*** SUPPLIED MATERIAL Section Begins ***
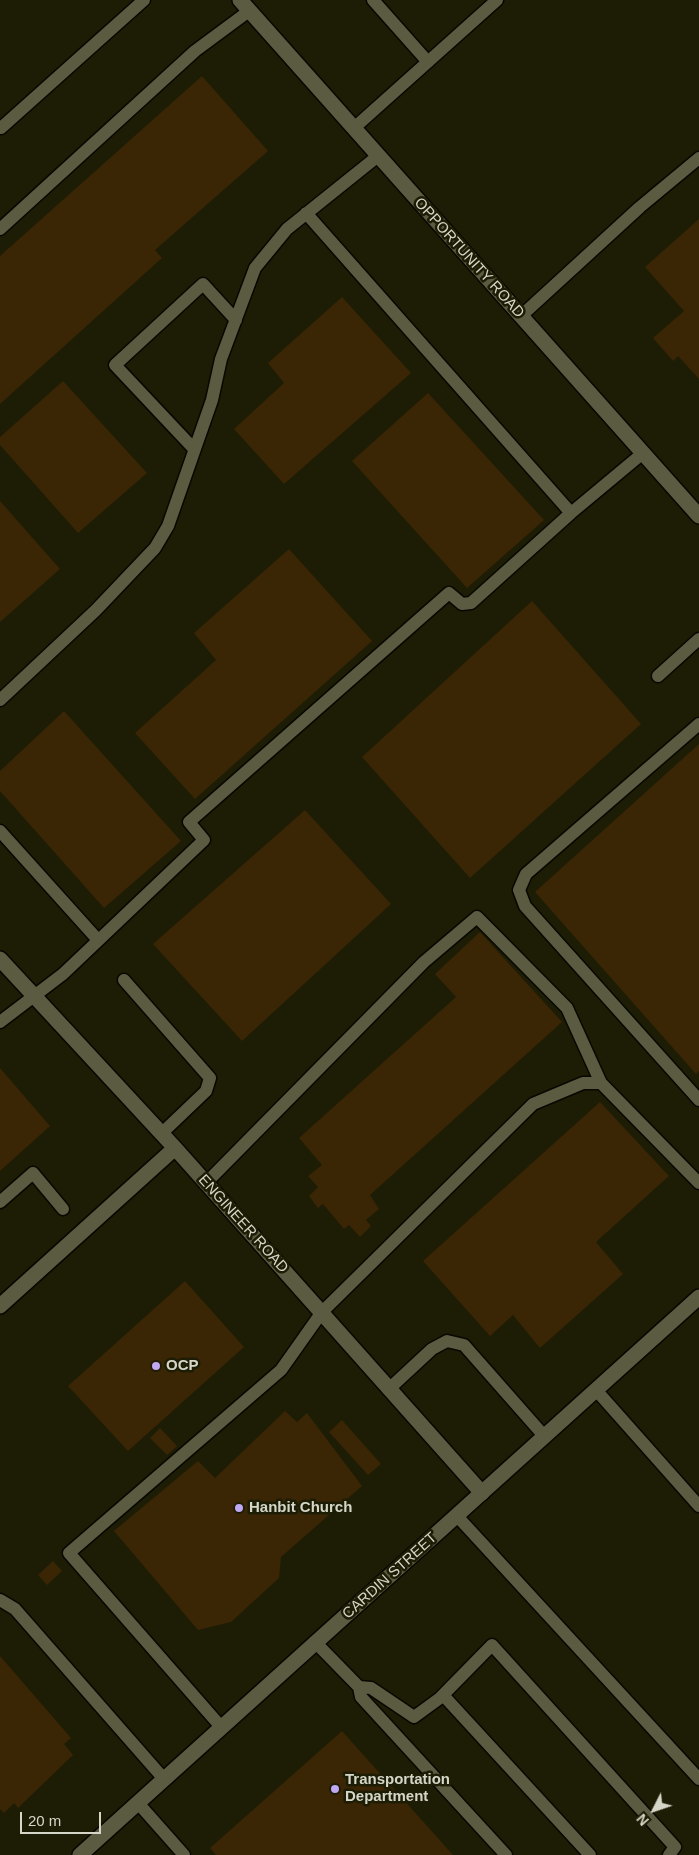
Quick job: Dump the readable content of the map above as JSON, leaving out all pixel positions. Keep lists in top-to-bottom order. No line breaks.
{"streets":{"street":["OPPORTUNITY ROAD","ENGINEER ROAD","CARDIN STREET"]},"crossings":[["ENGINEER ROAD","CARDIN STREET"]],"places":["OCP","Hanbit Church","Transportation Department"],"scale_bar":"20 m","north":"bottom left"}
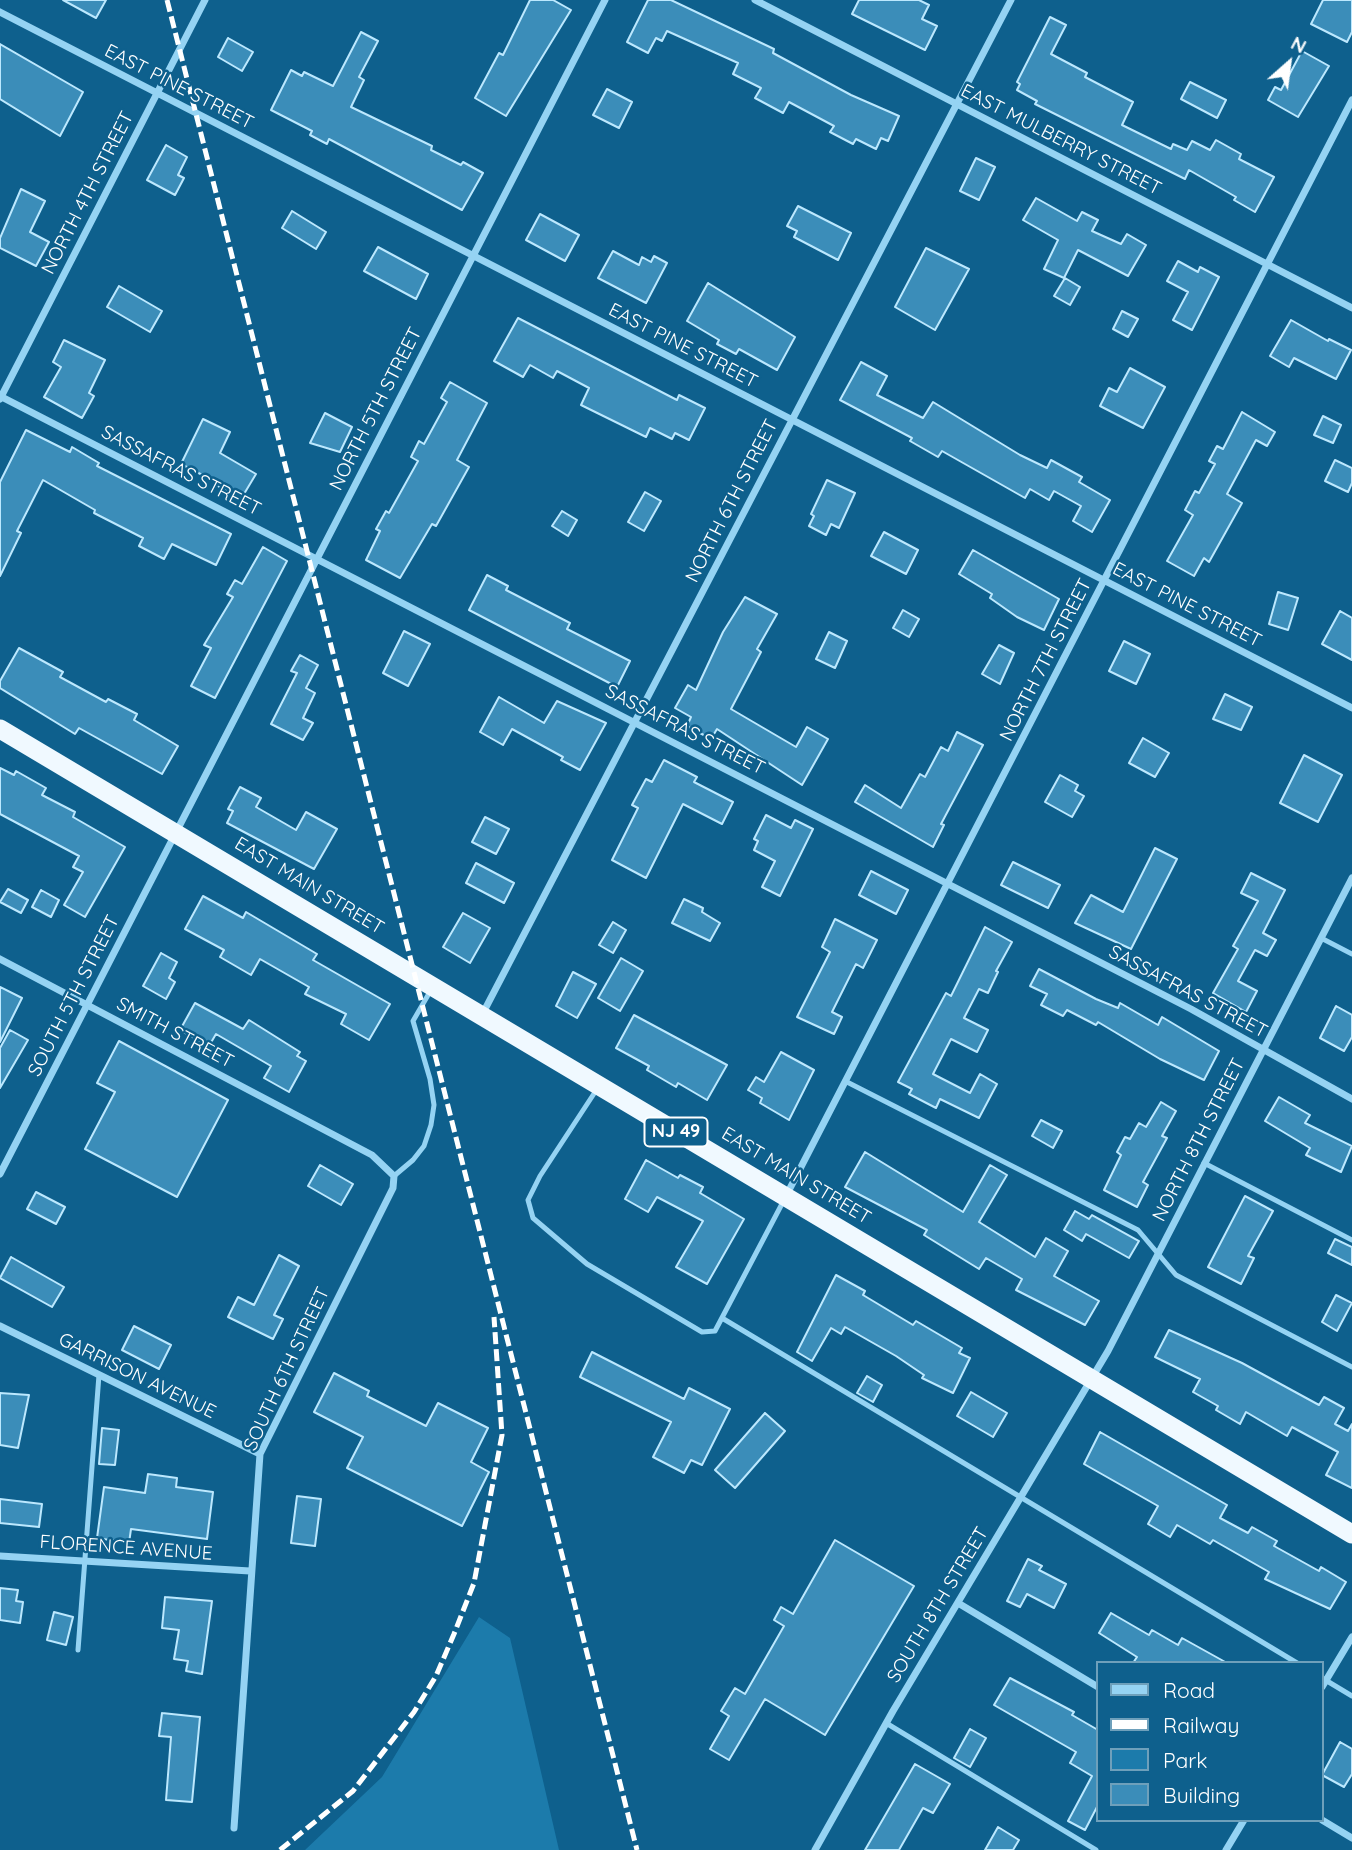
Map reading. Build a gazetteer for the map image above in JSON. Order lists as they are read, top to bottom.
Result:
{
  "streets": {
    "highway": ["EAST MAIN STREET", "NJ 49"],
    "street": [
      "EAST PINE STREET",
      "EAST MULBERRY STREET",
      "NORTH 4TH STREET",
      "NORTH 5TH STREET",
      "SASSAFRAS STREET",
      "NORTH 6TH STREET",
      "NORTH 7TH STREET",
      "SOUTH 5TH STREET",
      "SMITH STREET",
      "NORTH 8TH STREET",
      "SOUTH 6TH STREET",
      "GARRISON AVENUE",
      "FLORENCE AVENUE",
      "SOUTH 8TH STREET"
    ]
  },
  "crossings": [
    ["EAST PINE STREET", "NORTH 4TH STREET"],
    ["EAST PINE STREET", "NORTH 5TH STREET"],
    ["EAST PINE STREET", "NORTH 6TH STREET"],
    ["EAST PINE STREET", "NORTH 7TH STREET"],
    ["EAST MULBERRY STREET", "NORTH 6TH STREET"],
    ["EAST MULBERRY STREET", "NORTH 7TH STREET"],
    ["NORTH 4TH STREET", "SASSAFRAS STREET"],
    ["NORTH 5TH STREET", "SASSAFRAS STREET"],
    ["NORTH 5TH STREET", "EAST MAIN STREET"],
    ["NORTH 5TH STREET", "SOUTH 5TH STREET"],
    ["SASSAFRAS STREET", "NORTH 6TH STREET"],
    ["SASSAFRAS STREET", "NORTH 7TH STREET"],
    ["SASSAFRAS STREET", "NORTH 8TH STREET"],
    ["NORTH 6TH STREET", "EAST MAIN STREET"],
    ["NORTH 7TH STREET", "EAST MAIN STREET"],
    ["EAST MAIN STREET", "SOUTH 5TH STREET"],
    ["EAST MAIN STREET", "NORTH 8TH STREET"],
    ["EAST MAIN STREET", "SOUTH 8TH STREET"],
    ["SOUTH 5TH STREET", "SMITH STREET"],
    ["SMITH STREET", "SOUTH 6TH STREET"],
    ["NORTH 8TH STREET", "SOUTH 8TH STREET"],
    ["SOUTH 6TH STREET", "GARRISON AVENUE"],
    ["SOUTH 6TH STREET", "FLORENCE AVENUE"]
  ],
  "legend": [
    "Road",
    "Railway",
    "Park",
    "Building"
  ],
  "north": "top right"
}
*** SUPPLIED MATERIAL Section Ends ***
(ASSIGNMENT)
Of the entries above, how many lines hold the word "MULBERRY"? Give back only that number.

(OUTPUT)
3